**INFORMATION SUPPLIED**
+++
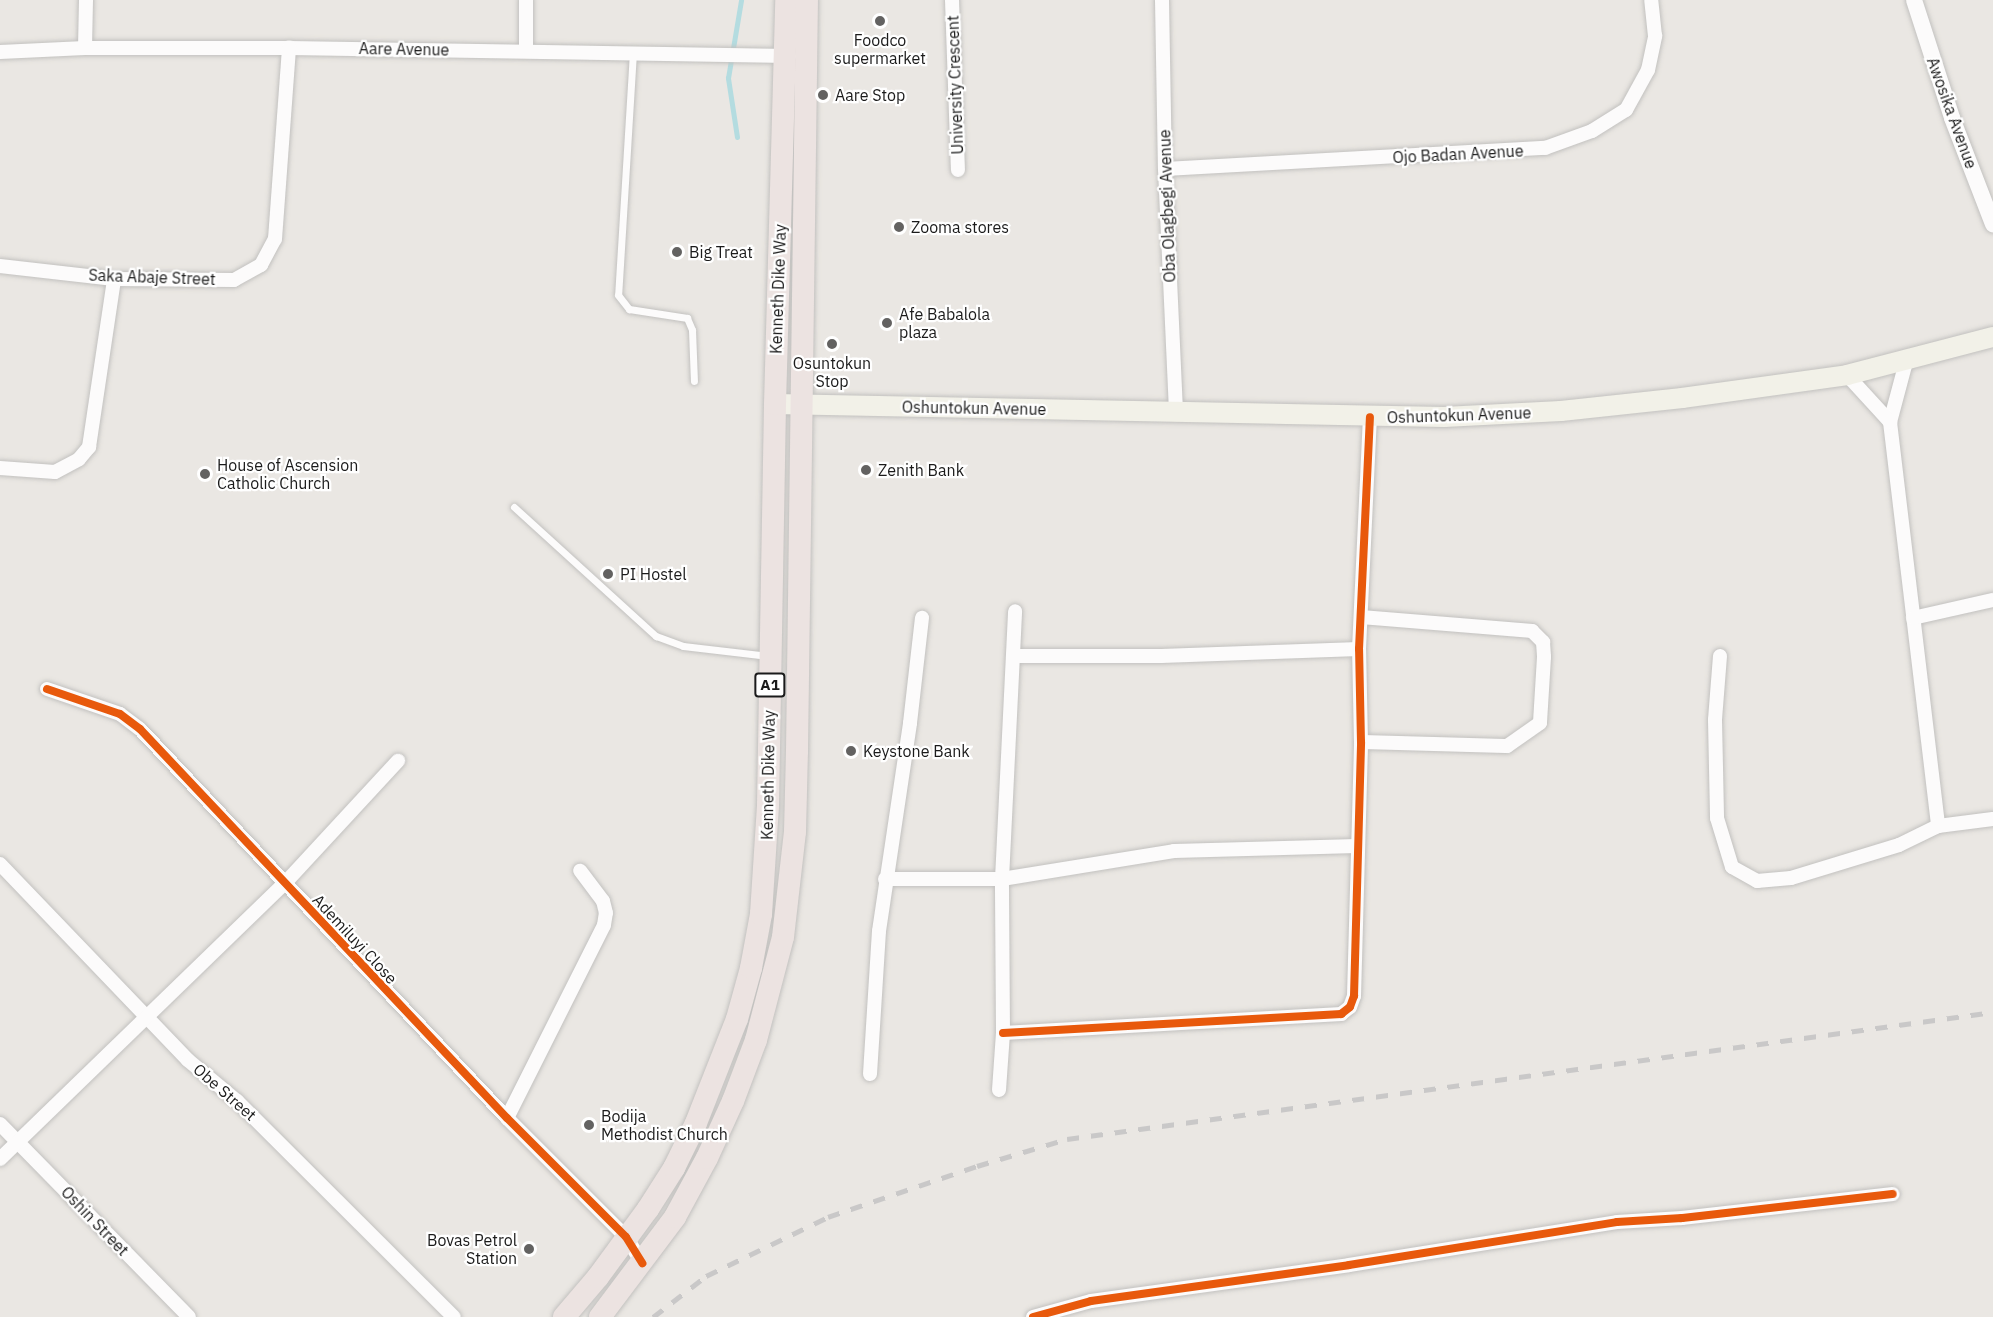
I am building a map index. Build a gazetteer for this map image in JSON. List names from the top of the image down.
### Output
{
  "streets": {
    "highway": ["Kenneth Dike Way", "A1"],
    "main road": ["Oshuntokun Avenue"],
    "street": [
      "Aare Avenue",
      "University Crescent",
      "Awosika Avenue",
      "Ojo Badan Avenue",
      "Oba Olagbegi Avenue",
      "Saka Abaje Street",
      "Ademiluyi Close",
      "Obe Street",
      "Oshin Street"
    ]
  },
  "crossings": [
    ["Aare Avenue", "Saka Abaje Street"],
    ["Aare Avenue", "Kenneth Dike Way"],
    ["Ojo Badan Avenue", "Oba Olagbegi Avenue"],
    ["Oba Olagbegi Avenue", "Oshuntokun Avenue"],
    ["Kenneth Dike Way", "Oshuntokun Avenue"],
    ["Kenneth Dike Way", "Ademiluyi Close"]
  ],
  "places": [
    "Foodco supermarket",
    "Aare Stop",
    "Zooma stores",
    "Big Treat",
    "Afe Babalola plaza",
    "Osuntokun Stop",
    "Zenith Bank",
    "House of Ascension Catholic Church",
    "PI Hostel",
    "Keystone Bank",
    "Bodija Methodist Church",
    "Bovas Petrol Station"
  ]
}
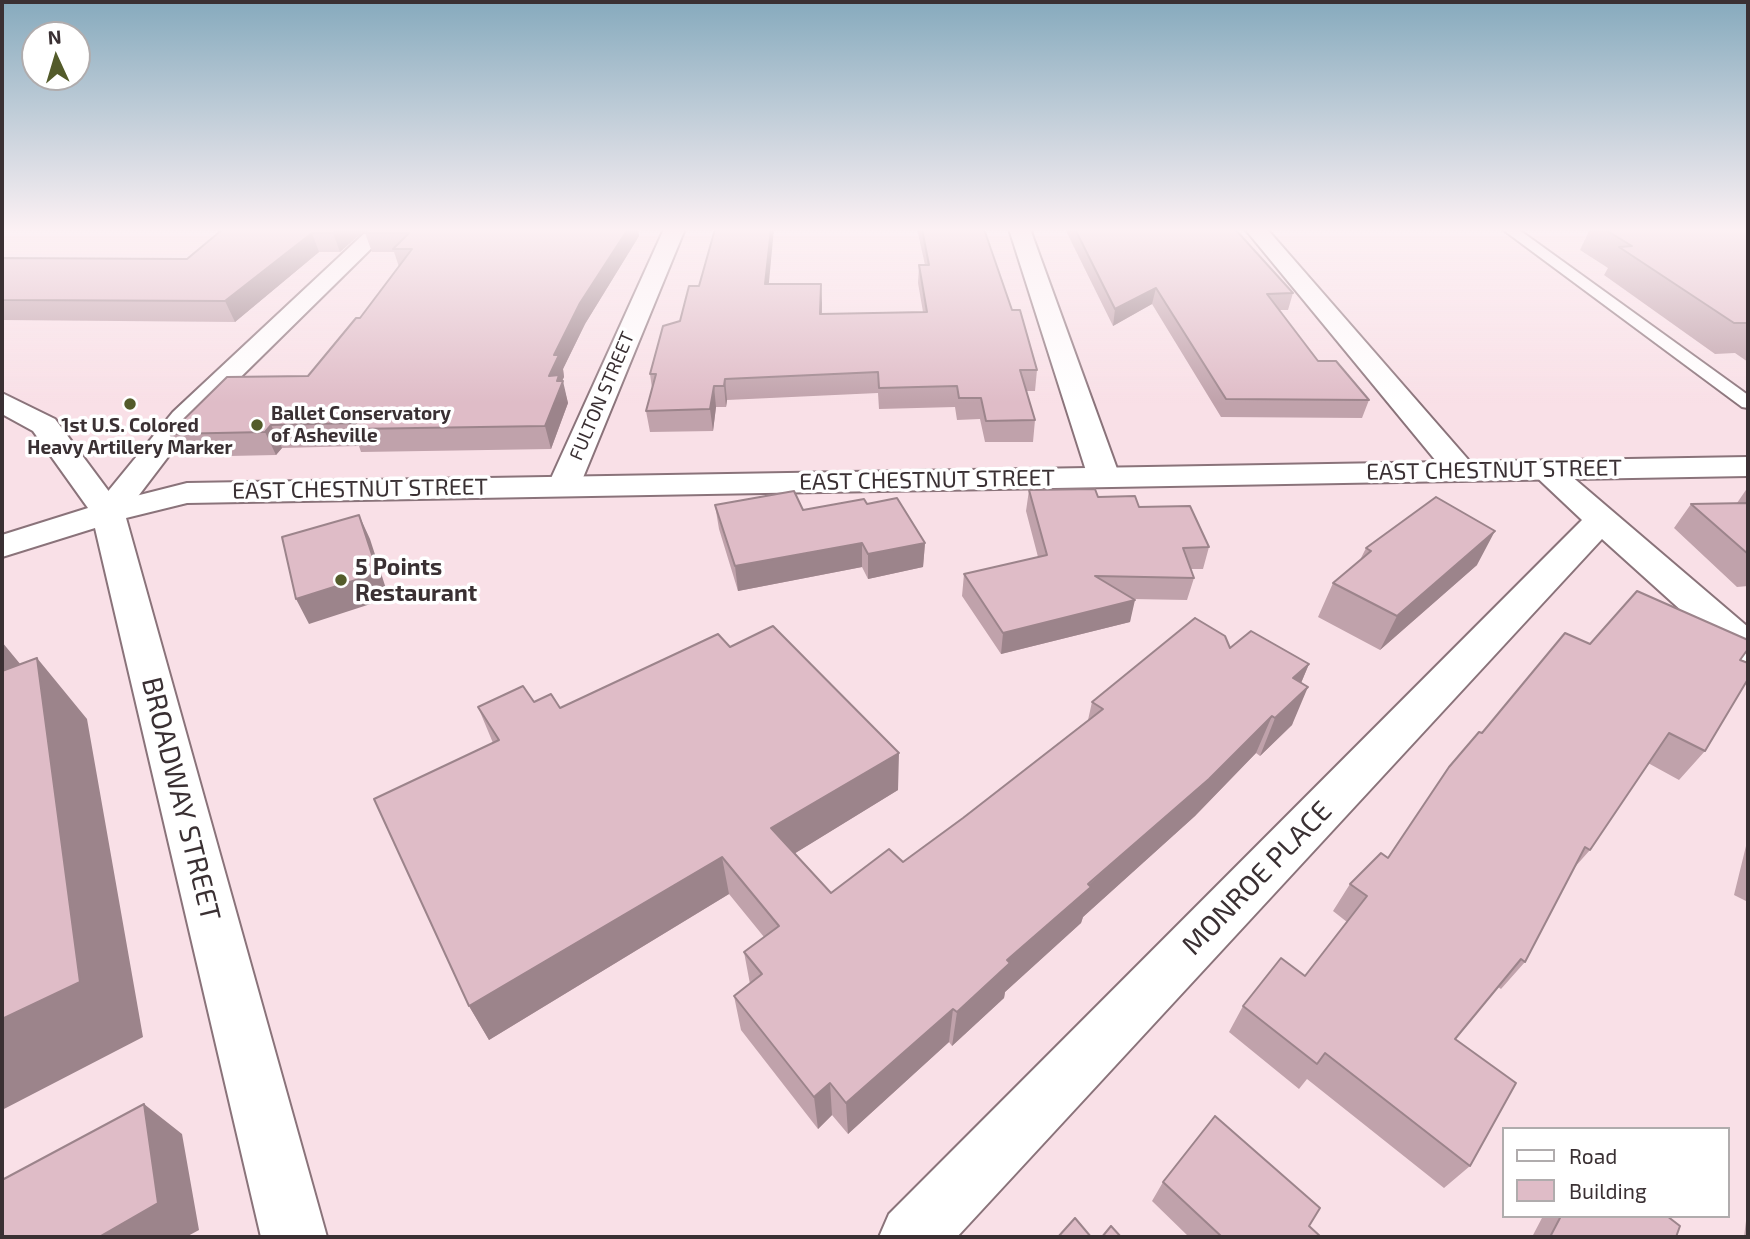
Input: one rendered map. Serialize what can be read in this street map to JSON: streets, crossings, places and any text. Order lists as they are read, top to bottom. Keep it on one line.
+++
**EXERCISE BRIEF**
Above are the records; copy them exactly without the pictures.

**ANSWER TO THIS PROBLEM**
I am building a map index. Build a gazetteer for this map image in JSON. List names from the top of the image down.
### Output
{
  "streets": {
    "highway": ["Kenneth Dike Way", "A1"],
    "main road": ["Oshuntokun Avenue"],
    "street": [
      "Aare Avenue",
      "University Crescent",
      "Awosika Avenue",
      "Ojo Badan Avenue",
      "Oba Olagbegi Avenue",
      "Saka Abaje Street",
      "Ademiluyi Close",
      "Obe Street",
      "Oshin Street"
    ]
  },
  "crossings": [
    ["Aare Avenue", "Saka Abaje Street"],
    ["Aare Avenue", "Kenneth Dike Way"],
    ["Ojo Badan Avenue", "Oba Olagbegi Avenue"],
    ["Oba Olagbegi Avenue", "Oshuntokun Avenue"],
    ["Kenneth Dike Way", "Oshuntokun Avenue"],
    ["Kenneth Dike Way", "Ademiluyi Close"]
  ],
  "places": [
    "Foodco supermarket",
    "Aare Stop",
    "Zooma stores",
    "Big Treat",
    "Afe Babalola plaza",
    "Osuntokun Stop",
    "Zenith Bank",
    "House of Ascension Catholic Church",
    "PI Hostel",
    "Keystone Bank",
    "Bodija Methodist Church",
    "Bovas Petrol Station"
  ]
}
Input: one rendered map. Serialize what can be read in this street map to JSON: streets, crossings, places and any text. Order lists as they are read, top to bottom. Keep it on one line.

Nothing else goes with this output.